WHAT YOU WILL DO ▸ Reproduce verbatim the lines of the material below, starting at the line with "Annotation task. Give" and ending at the line with "Describe the map", both inclusive; skip the rest.

PROVIDED RECORDS ▸
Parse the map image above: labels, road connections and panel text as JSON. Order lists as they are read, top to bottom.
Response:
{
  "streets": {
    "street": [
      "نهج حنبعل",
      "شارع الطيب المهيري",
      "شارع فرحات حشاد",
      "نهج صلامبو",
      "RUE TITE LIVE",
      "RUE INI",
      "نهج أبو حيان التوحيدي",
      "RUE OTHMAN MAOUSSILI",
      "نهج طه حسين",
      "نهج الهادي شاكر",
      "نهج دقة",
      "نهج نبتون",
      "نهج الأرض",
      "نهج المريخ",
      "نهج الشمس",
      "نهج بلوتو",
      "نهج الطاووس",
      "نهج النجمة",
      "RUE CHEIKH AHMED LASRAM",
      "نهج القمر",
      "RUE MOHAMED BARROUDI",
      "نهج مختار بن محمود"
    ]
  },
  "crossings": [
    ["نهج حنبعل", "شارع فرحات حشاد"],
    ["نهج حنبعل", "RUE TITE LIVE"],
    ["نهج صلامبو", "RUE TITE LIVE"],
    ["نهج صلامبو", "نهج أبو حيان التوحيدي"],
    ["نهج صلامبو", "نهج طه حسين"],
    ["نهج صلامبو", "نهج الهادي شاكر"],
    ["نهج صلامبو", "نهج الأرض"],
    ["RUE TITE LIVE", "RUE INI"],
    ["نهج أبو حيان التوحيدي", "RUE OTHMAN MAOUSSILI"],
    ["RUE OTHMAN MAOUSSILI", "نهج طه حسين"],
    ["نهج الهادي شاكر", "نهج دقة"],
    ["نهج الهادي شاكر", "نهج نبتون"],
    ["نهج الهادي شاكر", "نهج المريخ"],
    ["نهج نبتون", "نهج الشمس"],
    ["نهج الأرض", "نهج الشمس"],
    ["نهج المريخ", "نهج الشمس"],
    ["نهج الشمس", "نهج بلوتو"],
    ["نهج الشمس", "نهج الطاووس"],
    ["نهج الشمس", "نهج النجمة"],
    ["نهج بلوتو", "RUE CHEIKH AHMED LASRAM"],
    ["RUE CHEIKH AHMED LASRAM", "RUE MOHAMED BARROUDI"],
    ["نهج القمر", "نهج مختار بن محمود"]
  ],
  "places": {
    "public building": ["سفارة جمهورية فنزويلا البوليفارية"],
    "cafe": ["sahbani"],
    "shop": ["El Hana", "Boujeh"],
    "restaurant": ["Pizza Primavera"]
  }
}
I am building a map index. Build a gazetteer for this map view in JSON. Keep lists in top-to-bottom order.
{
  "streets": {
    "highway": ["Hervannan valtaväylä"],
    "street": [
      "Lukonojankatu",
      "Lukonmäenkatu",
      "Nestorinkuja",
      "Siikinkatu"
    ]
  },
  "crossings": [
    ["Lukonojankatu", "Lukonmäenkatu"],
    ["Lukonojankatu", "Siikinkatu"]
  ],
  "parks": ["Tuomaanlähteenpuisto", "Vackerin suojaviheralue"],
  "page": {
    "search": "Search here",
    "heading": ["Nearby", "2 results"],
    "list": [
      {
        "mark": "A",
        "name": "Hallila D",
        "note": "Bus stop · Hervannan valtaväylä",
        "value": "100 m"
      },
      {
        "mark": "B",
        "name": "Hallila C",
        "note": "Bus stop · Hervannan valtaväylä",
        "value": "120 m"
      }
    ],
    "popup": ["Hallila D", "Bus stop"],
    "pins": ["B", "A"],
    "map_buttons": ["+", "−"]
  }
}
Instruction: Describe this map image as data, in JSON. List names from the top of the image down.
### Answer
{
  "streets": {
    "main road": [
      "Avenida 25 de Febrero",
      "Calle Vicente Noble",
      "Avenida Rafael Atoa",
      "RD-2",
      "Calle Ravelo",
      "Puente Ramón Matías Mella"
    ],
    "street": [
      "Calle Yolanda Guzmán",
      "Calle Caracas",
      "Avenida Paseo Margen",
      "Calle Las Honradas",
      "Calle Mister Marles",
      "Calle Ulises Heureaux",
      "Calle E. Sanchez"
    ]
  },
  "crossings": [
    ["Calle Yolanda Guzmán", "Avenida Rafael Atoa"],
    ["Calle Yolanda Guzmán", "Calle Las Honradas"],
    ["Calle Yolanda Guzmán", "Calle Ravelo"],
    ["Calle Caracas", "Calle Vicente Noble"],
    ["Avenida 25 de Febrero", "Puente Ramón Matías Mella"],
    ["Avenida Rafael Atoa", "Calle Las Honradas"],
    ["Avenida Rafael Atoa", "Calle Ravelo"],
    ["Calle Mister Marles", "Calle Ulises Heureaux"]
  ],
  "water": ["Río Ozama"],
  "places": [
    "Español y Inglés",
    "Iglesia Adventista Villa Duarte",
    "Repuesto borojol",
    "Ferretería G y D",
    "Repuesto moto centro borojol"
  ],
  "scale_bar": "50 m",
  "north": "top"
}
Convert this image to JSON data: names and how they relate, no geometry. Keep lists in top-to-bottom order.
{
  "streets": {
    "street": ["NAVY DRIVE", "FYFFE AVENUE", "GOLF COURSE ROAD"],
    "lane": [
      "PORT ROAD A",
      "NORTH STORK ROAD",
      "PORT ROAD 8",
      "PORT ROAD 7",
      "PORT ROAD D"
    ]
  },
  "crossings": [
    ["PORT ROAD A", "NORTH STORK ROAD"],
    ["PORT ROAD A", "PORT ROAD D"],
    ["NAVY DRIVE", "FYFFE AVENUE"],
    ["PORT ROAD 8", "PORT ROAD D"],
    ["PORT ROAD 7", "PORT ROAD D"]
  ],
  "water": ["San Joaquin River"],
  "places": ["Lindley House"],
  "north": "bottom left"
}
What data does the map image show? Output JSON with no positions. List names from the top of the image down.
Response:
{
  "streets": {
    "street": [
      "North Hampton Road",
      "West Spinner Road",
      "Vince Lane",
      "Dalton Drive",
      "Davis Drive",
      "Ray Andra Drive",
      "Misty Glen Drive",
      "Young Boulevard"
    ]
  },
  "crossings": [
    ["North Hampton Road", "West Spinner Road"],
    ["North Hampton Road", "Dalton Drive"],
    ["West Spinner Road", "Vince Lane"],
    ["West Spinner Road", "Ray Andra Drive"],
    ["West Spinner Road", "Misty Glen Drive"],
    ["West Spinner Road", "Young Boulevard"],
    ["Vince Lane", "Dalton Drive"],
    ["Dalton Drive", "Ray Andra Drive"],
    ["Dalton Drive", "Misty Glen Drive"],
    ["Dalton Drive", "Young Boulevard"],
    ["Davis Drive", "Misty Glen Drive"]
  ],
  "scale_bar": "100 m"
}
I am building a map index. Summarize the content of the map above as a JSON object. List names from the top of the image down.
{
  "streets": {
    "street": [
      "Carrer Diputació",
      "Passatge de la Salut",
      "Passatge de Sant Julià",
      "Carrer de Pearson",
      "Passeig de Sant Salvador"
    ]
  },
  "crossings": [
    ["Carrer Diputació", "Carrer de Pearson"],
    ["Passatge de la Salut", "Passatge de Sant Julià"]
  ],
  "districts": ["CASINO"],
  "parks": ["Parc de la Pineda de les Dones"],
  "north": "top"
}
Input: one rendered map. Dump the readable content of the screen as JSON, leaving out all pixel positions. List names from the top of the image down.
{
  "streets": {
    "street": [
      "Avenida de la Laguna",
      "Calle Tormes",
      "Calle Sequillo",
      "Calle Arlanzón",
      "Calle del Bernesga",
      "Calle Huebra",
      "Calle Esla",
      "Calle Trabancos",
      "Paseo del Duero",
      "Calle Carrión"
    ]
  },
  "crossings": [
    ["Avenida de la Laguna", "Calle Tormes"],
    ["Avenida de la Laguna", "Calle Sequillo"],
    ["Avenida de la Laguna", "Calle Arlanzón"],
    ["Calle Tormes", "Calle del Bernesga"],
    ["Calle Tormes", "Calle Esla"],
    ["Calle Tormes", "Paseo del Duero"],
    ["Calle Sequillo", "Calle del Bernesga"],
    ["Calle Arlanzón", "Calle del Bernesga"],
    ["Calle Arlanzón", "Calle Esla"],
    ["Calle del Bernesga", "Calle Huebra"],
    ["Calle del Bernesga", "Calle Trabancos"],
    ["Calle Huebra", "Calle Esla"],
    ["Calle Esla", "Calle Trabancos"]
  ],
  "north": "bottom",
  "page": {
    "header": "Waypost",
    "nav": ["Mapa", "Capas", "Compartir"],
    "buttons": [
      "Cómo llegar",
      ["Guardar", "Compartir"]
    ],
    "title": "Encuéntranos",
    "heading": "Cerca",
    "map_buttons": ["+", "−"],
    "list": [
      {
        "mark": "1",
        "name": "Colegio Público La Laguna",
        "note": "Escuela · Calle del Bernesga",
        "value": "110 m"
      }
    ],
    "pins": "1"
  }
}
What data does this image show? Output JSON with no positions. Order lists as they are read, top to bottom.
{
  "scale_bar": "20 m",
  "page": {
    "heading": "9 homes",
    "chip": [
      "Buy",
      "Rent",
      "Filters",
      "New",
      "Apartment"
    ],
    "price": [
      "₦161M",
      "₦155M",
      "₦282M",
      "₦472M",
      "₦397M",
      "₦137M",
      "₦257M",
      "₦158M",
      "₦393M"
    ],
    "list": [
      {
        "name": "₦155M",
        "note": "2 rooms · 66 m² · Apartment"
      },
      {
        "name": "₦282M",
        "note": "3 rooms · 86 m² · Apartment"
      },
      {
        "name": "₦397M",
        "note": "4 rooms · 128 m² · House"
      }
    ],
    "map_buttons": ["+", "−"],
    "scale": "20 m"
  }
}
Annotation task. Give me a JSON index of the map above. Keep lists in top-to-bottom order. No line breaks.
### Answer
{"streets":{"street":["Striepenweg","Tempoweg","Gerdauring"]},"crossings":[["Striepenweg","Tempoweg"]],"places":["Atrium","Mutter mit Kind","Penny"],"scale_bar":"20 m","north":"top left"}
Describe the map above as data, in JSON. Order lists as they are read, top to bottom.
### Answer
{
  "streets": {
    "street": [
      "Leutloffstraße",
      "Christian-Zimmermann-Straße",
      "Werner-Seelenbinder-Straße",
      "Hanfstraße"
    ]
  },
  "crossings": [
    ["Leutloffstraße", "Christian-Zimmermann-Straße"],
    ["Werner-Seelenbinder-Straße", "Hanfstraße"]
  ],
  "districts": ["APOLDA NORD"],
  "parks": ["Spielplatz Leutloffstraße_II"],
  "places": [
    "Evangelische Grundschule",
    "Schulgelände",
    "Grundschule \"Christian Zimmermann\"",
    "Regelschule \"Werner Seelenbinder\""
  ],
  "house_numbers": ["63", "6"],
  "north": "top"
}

EXERCISE ANSWER ▸
Annotation task. Give me a JSON index of the map above. Keep lists in top-to-bottom order. No line breaks.
### Answer
{"streets":{"street":["Striepenweg","Tempoweg","Gerdauring"]},"crossings":[["Striepenweg","Tempoweg"]],"places":["Atrium","Mutter mit Kind","Penny"],"scale_bar":"20 m","north":"top left"}
Describe the map above as data, in JSON. Order lists as they are read, top to bottom.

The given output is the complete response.